Authors: Robert M Flight [aut, cre], Hunter NB Moseley [aut]
Maintainer: Robert M Flight <[email protected]>
License: MIT + file LICENSE
Version: 0.5.1
Built: 2024-09-13 07:27:37 UTC
Source: https://github.com/MoseleyBioinformaticsLab/visualizationQualityControl

Help Index


calculate values from summaries

Description

given a data.frame of means and variances, calculate mean sd at low end and mean rsd at high end.

Usage

calc_sd_rsd(data, low_cut, hi_cut = NULL)

Arguments

data

data.frame of means and variances

low_cut

means <= this value used for average sd

hi_cut

means >= this value used for average rsd

Value

vector


calculate values from summaries v2

Description

given a data.frame of means and variances, use a two step non-linear least squares. The first step is done on the mean vs sd, then the estimates are used in a second that estimates them using the mean vs rsd.

Usage

calc_sd_rsd_nls(data, ...)

Arguments

data

data.frame of means and variances

...

other nls parameters

Value

vector


calculate F-ratio

Description

given a data matrix of samples (columns) and features (rows), and a vector of classes (character or factor), calculate an F-ratio for each feature.

Usage

calculate_fratio(data, data_classes)

Arguments

data

the data matrix, with samples (columns) and features (rows)

data_classes

what are the classes of the samples (columns)

Value

vector


matching features

Description

For a given set of feature-sample matrices, calculates how many features are in that sample, as well as in common to all other samples, and if provided, in common within and outside the same sample group.

Usage

count_matching_features(feature_matrix, zero_value = NA, groups = NULL)

Arguments

feature_matrix

the feature to sample matrix.

zero_value

what is the zero value? Default is NA

groups

what are the groups

Value

data.frame


determine outliers

Description

determine outliers

Usage

determine_outliers(
  median_correlations = NULL,
  outlier_fraction = NULL,
  cor_weight = 1,
  frac_weight = 1,
  only_high = TRUE
)

Arguments

median_correlations

median correlations

outlier_fraction

outlier fractions

cor_weight

how much weight for the correlation score?

frac_weight

how much weight for the outlier fraction?

only_high

should only things at the low end of score be removed?

Details

For outlier sample detection, one should first generate median correlations using 'median_correlations', and outlier fractions using 'outlier_fraction'. If you only have one or the other, than you should use named arguments to only pass the one or the other.

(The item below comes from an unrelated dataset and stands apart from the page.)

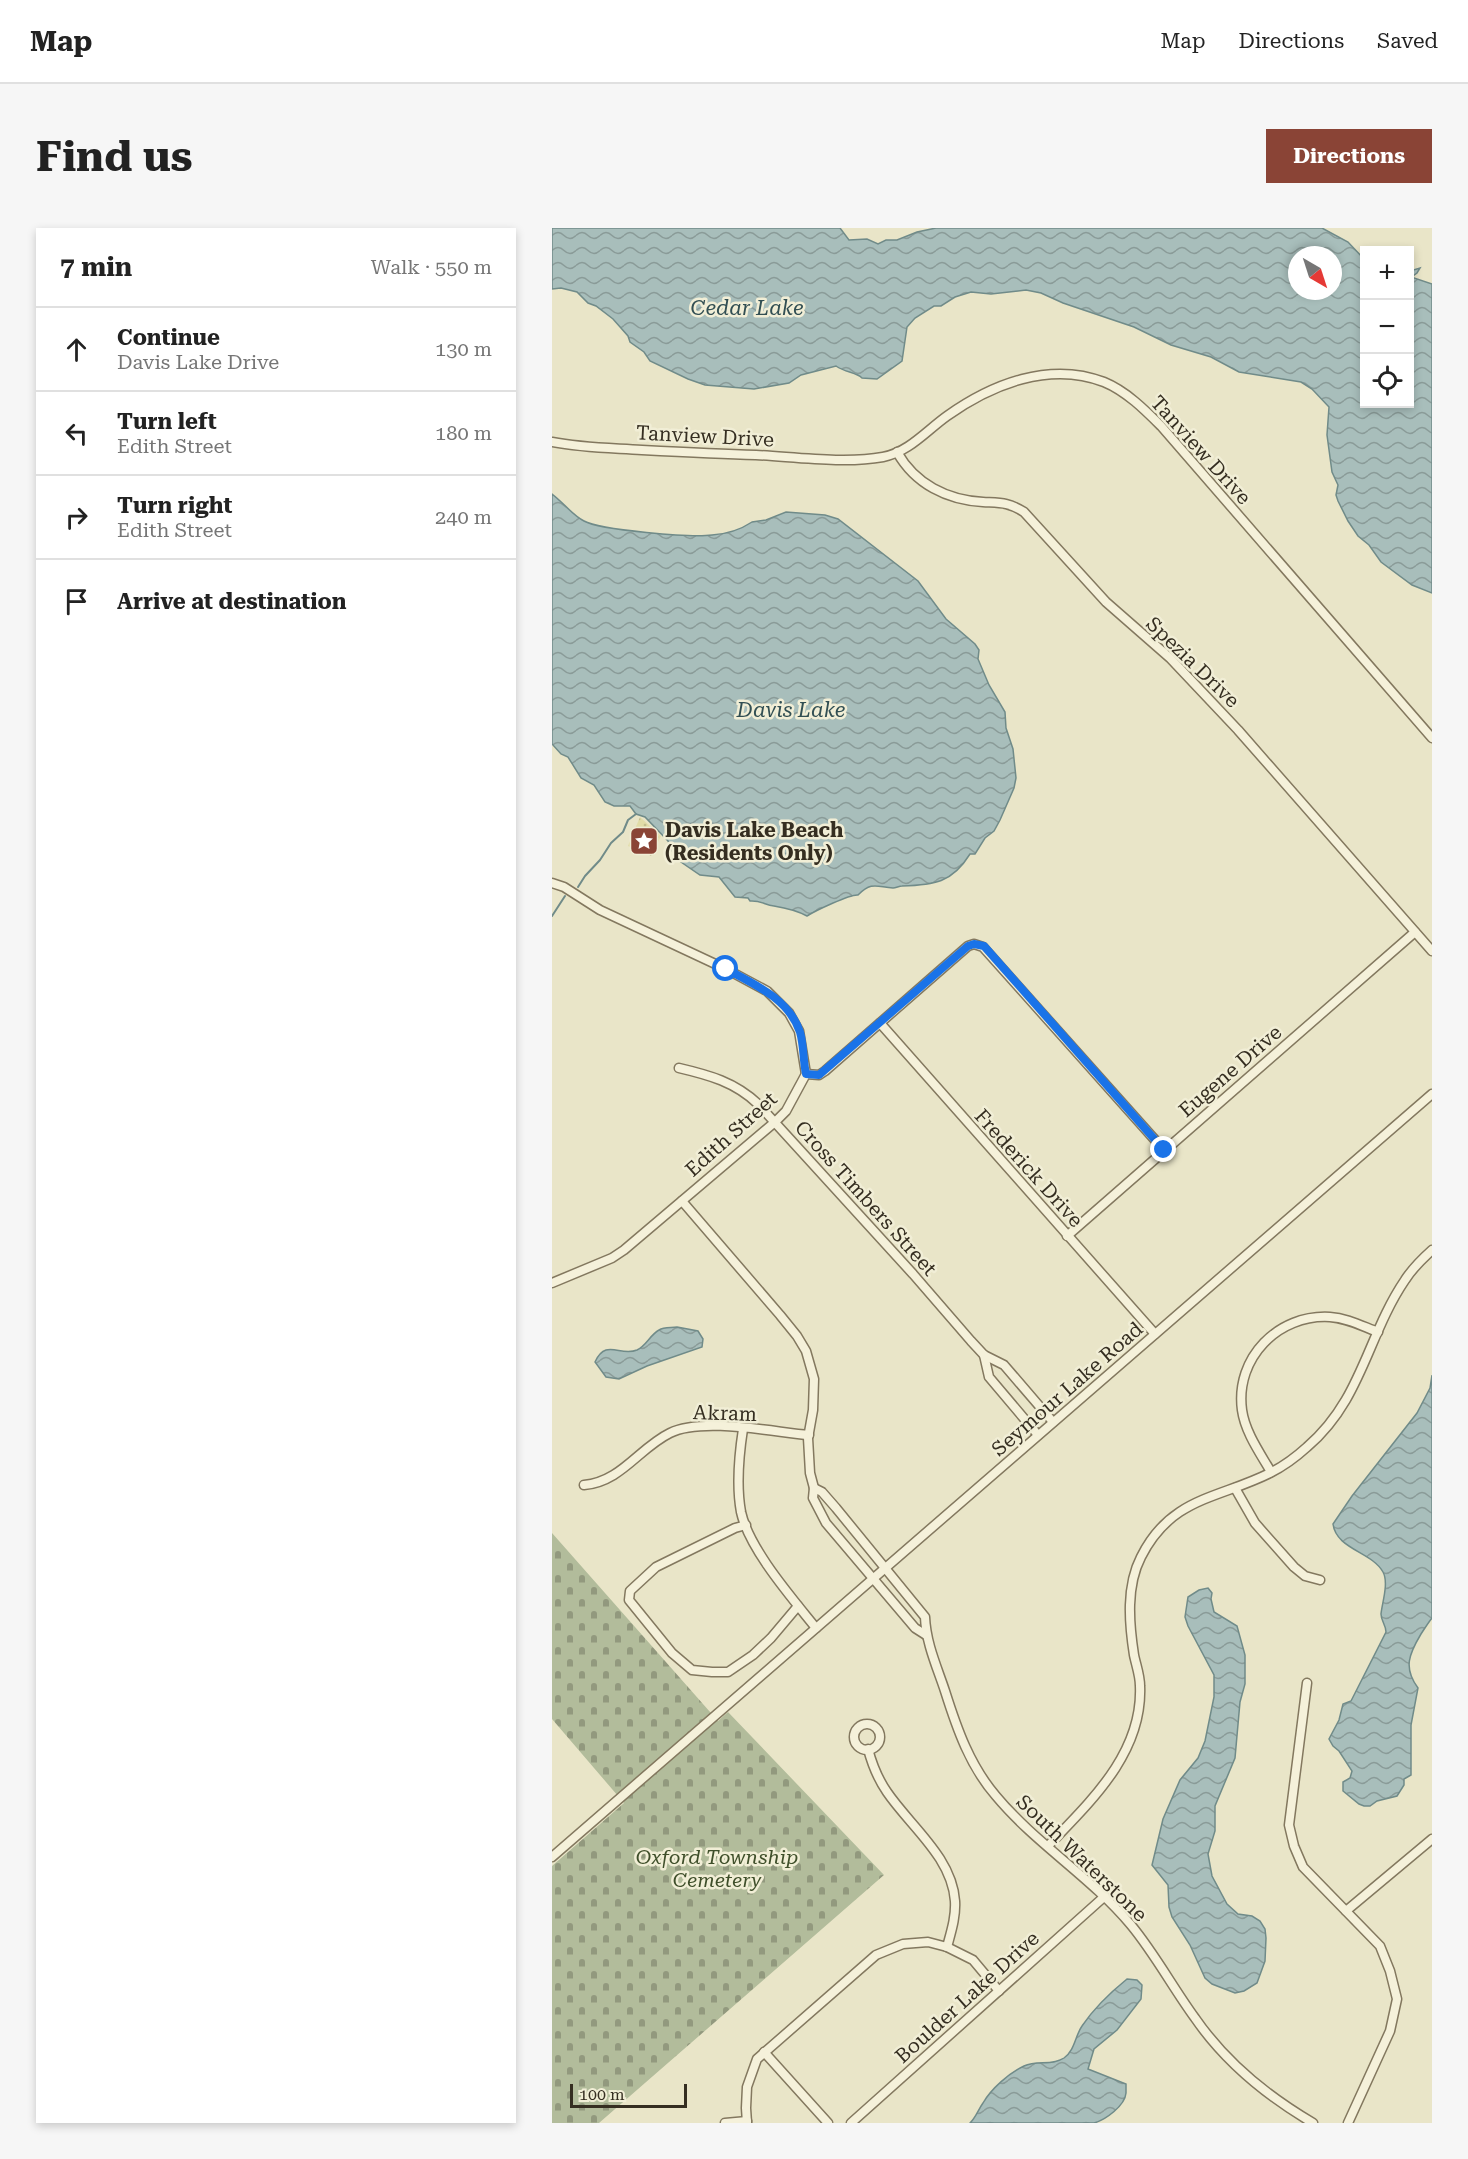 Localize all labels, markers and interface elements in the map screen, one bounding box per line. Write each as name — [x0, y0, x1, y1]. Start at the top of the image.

Alternatively, you can change the weighting used for median correlations or outlier fraction, including setting them to 0.

Value

data.frame


keep features with percentage of non-zeros

Description

Given a value matrix (features are columns, samples are rows), and sample classes, find those things that are not zero in at least a certain number of one of the classes, and keep them

Usage

filter_non_zero_percentage(data_matrix, sample_classes = NULL, keep_num = 0.75)

Arguments

data_matrix

the matrix of values to work with

sample_classes

the classes of each sample

keep_num

what number of samples in each class need a non-zero value (see Details)

Details

This function is being deprecated and all code should use the keep_non_zero_percentage function instead.

Value

matrix

See Also

keep_non_zero_percentage


create set of disjoint colors

Description

When multiple sample classes need to be visualized on a heatmap, it is useful to be able to distinguish them by color. This function generates a set of colors for sample classes

Usage

generate_group_colors(n_group, randomize = NULL)

Arguments

n_group

how many groups should there be colors for

randomize

should colors be randomized? (default is NULL). See details.

Details

the default for randomize is NULL, so that reordering the colors randomly is decided purely based on the number of colors requested. Currently, that cutoff is 5 colors, less than that the colors will always be in the same order, for 5 colors or more, they will be in a scrambled order, different each time unless set.seed is used. If randomize is TRUE or FALSE, then it overrides the defaults.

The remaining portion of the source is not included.